A Reaper at the Gates
- First edition book cover
- Author: Sabaa Tahir
- Language: English
- Series: An Ember in the Ashes series
- Genre: Young adult, romantic fantasy
- Publisher: Razorbill
- Publication date: Jun 12, 2018
- Publication place: United States
- Media type: Print (hardcover), audiobook, e-book
- Pages: 464 (hardcover)
- ISBN: 9780448494500
- OCLC: 1027063757
- LC Class: PZ7.1.T33 Re 2018
- Preceded by: A Torch Against the Night
- Followed by: A Sky Beyond the Storm

= A Reaper at the Gates =

2018 novel by Sabaa Tahir

A Reaper at the Gates is a young adult fantasy romance novel written by Pakistani-American author Sabaa Tahir. It was published on Jun 12, 2018 by Razorbill, an imprint of Penguin Random House. It is the third book in the An Ember in the Ashes series, preceded by A Torch Against the Night and followed by A Sky Beyond the Storm. The story follows Laia, a Scholar girl, on a mission to defeat the Nightbringer; Elias, the current Soul Catcher, who tries to learn the ways of his new role; and Helene, the Blood Shrike, who tries to defeat the enemies of the Empire. The novel is narrated in the first-person, alternating between the points of view of Laia, Elias and Helene.

==Plot==
The third book in the Ember Quartet picks up where the second book left off. Laia has now realized that if she wants to save her people, the Scholars, she must defeat the Nightbringer, a vengeful Jinn set on destroying them. But the Jinn is wily and ancient, and it will take all of Laia's smarts and courage to outwit him.

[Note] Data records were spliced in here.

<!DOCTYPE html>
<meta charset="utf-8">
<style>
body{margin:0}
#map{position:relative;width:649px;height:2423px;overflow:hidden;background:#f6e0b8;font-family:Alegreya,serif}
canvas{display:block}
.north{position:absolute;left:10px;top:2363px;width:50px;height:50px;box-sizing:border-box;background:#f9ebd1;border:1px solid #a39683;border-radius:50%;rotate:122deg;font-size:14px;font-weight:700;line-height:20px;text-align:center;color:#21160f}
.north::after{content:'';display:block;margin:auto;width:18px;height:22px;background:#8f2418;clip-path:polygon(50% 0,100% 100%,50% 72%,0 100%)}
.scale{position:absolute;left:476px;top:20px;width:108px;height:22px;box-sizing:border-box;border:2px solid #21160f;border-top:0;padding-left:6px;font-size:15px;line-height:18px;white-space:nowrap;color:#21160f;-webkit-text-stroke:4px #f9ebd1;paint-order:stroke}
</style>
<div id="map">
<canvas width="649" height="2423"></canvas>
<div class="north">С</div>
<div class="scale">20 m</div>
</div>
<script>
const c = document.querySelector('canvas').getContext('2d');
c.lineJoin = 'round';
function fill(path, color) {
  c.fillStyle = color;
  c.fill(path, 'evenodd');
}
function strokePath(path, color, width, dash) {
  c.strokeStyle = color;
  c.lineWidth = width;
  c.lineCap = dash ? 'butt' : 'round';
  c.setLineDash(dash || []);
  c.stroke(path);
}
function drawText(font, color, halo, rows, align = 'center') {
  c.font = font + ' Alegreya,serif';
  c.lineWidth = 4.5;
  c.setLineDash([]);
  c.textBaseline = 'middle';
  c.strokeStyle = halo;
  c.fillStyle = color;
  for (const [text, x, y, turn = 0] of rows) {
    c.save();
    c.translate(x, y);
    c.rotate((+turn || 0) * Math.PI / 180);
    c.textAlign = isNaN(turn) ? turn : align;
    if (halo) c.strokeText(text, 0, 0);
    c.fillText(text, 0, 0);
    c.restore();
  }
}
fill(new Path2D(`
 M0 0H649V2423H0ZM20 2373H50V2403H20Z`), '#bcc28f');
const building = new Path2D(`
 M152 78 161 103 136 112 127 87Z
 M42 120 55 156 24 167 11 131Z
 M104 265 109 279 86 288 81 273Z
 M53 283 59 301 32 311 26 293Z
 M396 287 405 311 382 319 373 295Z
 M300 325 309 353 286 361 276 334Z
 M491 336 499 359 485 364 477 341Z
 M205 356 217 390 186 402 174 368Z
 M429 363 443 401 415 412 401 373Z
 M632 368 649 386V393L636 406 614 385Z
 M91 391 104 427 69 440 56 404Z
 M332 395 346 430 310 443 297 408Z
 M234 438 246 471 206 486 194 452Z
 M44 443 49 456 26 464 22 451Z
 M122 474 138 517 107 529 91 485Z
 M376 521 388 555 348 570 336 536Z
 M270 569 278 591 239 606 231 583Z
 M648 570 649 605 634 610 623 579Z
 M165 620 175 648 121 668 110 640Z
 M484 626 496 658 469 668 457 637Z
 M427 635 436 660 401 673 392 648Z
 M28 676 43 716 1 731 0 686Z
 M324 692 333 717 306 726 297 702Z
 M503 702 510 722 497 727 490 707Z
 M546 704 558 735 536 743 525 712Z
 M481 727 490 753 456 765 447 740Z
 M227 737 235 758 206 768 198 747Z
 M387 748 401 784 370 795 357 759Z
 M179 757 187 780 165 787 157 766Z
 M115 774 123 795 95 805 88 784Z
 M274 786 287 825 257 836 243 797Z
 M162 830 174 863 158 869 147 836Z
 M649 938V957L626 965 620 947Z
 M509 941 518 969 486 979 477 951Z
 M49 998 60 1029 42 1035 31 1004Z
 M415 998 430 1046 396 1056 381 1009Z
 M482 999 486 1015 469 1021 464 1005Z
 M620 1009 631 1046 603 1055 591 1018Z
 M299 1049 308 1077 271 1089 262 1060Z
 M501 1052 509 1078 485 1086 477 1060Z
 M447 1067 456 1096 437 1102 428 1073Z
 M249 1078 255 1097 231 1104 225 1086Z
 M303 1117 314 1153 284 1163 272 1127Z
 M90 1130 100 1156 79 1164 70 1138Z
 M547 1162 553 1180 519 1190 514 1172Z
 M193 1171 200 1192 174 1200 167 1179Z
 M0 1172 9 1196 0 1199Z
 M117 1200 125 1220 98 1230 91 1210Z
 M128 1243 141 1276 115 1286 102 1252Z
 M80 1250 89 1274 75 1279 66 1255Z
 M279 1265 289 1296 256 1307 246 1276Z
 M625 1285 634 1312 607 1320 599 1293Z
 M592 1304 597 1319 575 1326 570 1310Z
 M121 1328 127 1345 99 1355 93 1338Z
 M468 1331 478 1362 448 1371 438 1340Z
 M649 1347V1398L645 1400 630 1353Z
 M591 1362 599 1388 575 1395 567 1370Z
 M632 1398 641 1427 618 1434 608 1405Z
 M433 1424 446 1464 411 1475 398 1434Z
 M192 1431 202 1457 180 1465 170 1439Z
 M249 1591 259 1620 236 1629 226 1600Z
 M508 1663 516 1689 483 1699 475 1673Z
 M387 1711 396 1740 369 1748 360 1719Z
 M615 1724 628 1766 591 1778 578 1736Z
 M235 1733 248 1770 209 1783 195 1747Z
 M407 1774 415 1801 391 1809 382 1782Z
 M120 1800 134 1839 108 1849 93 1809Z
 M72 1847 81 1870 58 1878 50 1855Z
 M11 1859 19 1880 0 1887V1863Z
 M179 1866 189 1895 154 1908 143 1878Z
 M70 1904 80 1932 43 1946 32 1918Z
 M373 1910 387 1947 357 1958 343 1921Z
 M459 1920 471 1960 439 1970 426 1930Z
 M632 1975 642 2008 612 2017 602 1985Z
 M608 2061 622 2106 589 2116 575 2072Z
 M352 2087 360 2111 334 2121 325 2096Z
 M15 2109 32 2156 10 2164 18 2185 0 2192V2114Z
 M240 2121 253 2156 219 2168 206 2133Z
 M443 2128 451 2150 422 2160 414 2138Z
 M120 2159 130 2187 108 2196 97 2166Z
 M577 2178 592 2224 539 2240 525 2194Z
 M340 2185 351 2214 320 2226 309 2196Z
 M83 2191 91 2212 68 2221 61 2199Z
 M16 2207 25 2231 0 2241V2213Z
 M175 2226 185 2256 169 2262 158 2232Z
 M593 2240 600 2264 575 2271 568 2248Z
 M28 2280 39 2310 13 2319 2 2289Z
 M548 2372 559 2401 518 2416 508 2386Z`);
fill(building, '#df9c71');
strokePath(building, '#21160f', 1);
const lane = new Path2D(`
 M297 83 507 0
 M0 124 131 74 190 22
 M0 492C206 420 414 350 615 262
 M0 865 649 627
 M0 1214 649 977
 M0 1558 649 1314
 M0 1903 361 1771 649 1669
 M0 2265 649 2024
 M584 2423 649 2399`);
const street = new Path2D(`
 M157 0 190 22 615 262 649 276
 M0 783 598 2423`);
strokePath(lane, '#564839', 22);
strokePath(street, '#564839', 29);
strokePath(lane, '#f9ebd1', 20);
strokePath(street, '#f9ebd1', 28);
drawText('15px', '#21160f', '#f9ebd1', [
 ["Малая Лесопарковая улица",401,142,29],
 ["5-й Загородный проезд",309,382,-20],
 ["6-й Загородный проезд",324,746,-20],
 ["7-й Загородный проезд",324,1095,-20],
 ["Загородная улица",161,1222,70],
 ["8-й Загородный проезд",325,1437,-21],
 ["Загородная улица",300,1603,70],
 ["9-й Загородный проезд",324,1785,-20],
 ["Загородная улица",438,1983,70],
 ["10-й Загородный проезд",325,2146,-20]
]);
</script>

In the forest called The Waiting Place, Elias has been condemned to a life of passing ghosts to the next world. But his connections to the world of the living, especially his feelings for Laia, are jeopardizing his ability to pass the ghosts on. This in turn threatens the very fabric of existence.

Meanwhile, in the capital city of Antium, Helene Aquilla, the Blood Shrike, is hoping she can keep her younger sister Livia safe from the predations of her new husband, Emperor Marcus. To do so, she needs to hatch a clever plot that will lead to the destruction of both the Emperor and The Commandant Keris Veturia, his lieutenant. But Keris grows ever more powerful—and she's set on taking Helene down.

Point of view characters in this book include, Laia of Serra, Elias Veturius, Helene Aquilla, and the Nightbringer.

===Characters===

Laia – Laia is a Scholar, a once-great race that was crushed by the Martials. She is trying to thwart the plan of the Nightbringer.

Elias – Elias is the current Soul Catcher. The Soul Catcher passes the souls of the dead from the Waiting Place.

Helene – Helene Aquilla is the Blood Shrike. She executes the will of the emperor.

Commandant – The Commandant, Keris Veturia, is the cruel head of the military academy, Blackcliff, as well as the mother of Elias, and is considered "one of the most powerful people in the Empire."

Marcus Farrar – Emperor Marcus is a sadistic man and former classmate of Helene and Elias. He is married to Helene's younger sister, Livia.

Nightbringer – The old king of the jinn.

Avitas Harper – The second of the Blood Shrike and half brother of Elias. He has romantic interest towards Helene.

Musa – The Beekeeper. He has the magical ability to control lesser fey creatures. He is also the prince consort of princess Nikla of Marinn.